Elimdeki yemek tabletiyle penguen gibi yürüyerek Yusuf'un yanına gittim ve tableti masaya sertçe bırakırken ofladım.

"Sekizde kahvaltı mı olur be?!"

Yusuf bu halime gülerken ketçaplı patatesini ağzına attı. Ona ters ters bakıp yanına oturdum ve o sıra sıradan yeni çıkan Şeyda geçip karşıma oturdu.

Gözlerim irileşti. "Oha." dedim kendimi tutamadan. Bu kız sabahın köründe bu kadar süslenmeye üşenmemiş miydi?

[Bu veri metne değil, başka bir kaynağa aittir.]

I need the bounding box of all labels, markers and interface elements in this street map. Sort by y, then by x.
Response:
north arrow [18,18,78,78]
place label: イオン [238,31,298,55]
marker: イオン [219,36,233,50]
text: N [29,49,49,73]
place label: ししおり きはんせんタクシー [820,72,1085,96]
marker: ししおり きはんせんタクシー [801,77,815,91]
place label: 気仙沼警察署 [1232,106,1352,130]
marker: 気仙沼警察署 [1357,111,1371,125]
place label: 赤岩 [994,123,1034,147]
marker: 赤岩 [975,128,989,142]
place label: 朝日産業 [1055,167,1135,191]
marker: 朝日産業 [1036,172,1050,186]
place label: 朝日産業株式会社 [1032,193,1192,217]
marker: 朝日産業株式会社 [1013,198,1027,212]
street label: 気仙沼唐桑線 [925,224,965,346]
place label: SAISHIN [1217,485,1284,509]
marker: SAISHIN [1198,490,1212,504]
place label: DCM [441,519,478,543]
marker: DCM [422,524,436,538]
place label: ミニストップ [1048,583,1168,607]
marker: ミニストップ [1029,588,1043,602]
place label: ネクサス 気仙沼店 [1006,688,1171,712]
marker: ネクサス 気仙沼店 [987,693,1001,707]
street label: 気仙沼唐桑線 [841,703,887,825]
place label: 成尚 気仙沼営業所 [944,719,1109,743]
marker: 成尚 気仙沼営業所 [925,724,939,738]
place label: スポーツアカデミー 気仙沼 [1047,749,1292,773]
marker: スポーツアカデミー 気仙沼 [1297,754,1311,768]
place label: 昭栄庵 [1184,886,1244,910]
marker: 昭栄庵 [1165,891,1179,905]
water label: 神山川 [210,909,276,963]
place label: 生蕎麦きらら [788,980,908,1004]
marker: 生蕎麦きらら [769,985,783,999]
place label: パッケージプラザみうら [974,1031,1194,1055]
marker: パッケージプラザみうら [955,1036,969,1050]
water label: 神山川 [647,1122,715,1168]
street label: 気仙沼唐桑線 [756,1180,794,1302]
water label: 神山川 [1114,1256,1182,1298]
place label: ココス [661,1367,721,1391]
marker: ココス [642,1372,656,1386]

Şeyda "Ne vardı?" diyerek gözlerime bakınca "Hiç canım," diye sahte bir umursamazlığa büründüm. "Sadece saat sabahın sekizinde gelinin kız kardeşi makyajı yapmışsın. Nedir yani?"

Laflarıma karşılık gözlerini devirdi ve imayla Yusuf'u işaret etti. "Yat kalk dua et sen şu çocuğa." Kendi üstünde kot şort ve sarı büstiyer varken ben direkt pijama şortu ve gri kapüşonlumla çıkmıştım dışarı. Ama bu umrumda değildi.

Ona dil çıkardım ve tekrardan mutsuz ruh halime bürünüp başımı Yusuf'un omzuna yasladım.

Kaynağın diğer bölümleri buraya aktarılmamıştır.